When communicating with divorced families, whether with the student or the parents, school professionals must recognize, respect, and be sensitive to the diverse representation of their student body. Contacting family members outside of the classroom can be a sensitive issue. Never assume that everyone in the same household is family or has the same last name.
Fortunately, there are ways to ensure respectful communication with divorced families, including:
- Offering separate parent-teacher meetings or conferences
- Making phone calls on a regular basis
- Sending home written information for the nonresidential parent when allowed
Educators have the ability to create safe and welcoming environments for children of divorce. Teachers can present lessons to their students that:
- Foster an appreciation for diversity
- Encourage communication
- Increase self-worth
- Impart tools for coping with difficult situations
The goal is to provide a support system for these children so that they can continue their studies successfully. Making the school a safe and welcoming environment for all children, no matter their situation, is a great place to start.
Outside of the classroom, counselors give students a safe, private place to express themselves and seek answers. It’s a fantastic opportunity for counselors to develop trust and lead children of divorced families to a life of higher self-esteem and goals.

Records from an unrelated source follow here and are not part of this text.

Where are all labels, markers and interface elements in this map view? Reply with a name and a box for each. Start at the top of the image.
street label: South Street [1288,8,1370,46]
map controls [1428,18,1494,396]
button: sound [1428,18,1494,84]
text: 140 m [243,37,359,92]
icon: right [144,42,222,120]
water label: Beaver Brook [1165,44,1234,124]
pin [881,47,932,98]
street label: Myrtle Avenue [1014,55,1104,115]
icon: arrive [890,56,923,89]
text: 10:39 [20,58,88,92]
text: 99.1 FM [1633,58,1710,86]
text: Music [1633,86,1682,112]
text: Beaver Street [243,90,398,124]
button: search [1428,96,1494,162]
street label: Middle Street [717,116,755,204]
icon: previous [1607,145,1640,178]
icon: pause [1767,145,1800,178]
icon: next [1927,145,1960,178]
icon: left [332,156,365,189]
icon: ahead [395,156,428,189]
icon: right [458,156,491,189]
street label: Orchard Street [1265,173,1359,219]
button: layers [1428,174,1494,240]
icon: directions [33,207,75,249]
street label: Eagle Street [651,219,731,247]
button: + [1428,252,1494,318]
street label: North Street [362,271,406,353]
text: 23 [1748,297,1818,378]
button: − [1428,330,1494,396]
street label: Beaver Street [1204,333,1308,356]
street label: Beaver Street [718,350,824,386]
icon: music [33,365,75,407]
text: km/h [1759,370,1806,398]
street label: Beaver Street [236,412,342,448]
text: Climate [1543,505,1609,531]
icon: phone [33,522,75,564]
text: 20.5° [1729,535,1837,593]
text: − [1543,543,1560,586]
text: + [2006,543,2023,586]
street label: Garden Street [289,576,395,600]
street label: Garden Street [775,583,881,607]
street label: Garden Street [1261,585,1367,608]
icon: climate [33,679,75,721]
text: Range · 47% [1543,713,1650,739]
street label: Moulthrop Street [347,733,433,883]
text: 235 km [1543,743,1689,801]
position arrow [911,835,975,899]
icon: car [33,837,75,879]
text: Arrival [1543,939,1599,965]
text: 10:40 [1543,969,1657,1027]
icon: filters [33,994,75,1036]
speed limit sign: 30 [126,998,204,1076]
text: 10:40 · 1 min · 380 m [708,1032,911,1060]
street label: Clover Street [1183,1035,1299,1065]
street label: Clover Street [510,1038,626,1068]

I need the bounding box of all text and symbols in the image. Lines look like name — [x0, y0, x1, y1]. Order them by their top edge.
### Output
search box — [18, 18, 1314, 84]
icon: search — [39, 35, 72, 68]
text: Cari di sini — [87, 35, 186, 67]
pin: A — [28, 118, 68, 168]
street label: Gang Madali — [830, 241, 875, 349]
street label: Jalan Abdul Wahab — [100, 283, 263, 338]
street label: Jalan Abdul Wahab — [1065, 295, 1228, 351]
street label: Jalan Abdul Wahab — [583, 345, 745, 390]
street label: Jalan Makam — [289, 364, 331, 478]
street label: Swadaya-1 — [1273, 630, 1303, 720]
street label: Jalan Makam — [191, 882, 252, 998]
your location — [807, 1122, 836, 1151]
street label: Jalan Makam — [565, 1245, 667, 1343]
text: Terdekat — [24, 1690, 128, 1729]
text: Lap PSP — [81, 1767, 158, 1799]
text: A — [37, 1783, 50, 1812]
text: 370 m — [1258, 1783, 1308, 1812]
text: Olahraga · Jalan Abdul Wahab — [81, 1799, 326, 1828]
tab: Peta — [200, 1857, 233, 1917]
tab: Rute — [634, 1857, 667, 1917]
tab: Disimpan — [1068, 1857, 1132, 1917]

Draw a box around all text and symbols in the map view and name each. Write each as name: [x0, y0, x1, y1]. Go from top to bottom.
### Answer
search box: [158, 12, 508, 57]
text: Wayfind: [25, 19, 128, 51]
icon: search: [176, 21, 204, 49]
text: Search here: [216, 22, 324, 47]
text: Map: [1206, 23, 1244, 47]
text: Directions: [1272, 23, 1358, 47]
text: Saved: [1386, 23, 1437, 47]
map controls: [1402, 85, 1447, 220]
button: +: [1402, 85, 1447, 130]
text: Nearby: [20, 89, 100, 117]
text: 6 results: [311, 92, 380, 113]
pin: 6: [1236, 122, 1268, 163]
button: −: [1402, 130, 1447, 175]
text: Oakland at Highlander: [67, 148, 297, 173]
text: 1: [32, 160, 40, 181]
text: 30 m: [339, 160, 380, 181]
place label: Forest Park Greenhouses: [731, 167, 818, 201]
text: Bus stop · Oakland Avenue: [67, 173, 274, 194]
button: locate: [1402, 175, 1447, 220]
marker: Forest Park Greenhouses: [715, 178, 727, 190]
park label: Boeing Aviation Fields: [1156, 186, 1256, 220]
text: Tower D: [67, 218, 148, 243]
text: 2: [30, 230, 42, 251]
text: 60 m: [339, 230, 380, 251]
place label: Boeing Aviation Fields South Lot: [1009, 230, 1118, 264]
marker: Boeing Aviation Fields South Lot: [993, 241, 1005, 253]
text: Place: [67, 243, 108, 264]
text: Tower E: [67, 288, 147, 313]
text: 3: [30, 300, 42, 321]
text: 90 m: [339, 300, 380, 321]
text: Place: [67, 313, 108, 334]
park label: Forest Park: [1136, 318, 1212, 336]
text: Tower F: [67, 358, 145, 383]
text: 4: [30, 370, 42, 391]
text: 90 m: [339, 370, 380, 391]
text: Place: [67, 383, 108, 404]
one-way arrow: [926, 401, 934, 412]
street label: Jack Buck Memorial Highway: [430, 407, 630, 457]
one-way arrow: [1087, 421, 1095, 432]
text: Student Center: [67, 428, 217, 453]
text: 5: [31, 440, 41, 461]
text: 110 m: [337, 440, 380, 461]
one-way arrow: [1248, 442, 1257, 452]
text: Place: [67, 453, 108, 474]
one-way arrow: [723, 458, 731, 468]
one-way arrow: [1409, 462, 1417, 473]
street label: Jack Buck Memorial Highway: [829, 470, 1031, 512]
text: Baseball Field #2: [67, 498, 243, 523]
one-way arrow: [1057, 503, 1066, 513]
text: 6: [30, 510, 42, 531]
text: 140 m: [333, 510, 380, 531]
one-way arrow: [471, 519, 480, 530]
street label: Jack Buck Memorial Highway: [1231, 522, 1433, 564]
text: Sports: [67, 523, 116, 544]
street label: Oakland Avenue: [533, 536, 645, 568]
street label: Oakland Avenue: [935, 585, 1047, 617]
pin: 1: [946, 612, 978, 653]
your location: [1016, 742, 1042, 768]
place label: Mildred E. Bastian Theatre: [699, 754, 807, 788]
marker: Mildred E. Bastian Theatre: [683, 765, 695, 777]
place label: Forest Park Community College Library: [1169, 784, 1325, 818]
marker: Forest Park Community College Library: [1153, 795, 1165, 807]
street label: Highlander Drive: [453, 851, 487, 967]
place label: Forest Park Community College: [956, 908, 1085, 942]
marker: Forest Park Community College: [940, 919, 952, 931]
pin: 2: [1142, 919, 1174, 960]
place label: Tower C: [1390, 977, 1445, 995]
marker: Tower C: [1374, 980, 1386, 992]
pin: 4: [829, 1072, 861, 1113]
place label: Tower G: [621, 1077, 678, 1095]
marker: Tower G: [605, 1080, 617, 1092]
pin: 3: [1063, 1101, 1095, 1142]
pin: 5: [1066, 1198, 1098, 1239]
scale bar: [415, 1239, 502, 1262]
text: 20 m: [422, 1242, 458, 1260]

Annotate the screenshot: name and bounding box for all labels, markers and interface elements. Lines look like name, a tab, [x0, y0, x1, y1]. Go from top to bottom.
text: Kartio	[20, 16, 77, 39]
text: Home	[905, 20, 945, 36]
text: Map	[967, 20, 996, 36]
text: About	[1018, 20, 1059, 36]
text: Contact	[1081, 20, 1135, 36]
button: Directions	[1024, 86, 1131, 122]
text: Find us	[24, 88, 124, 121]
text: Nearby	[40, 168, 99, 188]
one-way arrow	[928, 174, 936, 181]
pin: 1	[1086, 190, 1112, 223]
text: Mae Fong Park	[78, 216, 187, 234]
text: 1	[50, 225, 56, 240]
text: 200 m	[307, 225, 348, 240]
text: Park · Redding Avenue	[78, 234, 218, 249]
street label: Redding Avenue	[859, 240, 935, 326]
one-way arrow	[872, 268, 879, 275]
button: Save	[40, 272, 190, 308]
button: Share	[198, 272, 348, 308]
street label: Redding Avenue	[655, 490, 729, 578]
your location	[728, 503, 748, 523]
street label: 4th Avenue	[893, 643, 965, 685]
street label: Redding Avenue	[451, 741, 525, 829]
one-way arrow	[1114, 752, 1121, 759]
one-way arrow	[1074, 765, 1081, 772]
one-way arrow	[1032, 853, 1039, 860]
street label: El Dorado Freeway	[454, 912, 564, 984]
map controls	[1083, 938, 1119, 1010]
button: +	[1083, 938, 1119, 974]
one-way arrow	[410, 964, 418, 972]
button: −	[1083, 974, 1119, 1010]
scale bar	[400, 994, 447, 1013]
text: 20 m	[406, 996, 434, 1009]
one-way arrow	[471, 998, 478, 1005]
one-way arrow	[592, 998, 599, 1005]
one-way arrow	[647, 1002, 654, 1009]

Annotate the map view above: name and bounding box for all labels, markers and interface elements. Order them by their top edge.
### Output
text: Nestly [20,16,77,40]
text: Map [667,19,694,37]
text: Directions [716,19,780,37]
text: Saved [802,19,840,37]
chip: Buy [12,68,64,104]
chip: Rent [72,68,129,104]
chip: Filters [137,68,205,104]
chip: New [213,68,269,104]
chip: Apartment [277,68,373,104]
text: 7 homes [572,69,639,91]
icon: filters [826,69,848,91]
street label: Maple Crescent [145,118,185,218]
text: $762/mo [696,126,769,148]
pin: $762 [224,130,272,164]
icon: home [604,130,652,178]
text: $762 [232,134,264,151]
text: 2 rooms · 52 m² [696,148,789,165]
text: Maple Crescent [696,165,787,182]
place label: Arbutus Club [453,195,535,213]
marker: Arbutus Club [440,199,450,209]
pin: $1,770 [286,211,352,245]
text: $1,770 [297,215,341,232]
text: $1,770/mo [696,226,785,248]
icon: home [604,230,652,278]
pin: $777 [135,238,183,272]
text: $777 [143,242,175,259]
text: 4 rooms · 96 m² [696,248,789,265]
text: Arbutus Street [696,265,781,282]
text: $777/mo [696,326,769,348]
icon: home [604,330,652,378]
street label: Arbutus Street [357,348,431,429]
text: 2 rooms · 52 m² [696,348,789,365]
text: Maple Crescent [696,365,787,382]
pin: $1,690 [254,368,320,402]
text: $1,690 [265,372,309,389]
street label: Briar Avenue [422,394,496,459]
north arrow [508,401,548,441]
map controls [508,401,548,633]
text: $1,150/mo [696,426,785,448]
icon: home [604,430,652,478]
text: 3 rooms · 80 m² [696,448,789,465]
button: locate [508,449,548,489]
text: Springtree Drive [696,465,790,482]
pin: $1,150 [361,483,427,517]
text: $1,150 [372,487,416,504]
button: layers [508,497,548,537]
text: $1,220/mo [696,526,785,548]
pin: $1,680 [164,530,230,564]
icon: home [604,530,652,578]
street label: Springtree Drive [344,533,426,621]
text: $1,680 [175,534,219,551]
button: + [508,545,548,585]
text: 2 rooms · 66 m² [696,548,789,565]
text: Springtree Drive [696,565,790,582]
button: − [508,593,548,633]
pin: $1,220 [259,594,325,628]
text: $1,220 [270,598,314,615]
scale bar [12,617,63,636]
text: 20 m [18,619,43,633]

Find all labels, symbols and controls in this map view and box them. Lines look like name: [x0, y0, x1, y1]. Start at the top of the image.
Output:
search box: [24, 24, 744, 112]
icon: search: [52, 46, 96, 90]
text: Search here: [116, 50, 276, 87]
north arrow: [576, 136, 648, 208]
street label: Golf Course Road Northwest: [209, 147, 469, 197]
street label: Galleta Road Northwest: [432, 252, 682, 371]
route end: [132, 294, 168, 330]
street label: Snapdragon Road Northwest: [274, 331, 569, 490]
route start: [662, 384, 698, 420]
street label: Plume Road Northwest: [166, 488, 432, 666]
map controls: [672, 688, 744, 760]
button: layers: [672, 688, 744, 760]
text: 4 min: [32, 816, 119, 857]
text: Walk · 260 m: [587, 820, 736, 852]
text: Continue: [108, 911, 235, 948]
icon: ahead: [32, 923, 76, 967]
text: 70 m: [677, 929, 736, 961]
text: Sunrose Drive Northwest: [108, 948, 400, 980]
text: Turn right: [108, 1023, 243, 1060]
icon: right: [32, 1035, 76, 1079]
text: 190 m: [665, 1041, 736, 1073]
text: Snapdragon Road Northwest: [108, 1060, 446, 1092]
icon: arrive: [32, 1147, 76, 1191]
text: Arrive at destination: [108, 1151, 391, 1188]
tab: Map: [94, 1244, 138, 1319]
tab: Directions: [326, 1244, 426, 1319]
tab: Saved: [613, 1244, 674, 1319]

Therapy and Counseling During a Divorce
The normalcy of divorce in no way diminishes its potential negative impact on children’s lives. Professional counselors and therapists are available to help children through the problematic issues of divorce in a controlled setting away from emotional spaces, such as home or school. They even offer sessions online.
Although most kids likely would benefit from some sort of divorce therapy, not all have a dire need of it. Children who may benefit are those who have a particularly hard time with the divorce and can’t seem to function at the level they did before. They may exhibit the following types of behaviors or signs:
- Continued somber mood or extreme, persistent sadness
- Deteriorating performance at school
- Troubled friendships
- Loss of appetite
- Obsession with or exaggerated fear of death
- Uncharacteristic rudeness
- Aggressive behavior
Each of these symptoms can warrant counseling. Therapy addresses issues specific to the child, and counselors seek to provide children with tools to overcome the fear, confusion, and self-doubt that can accompany divorce.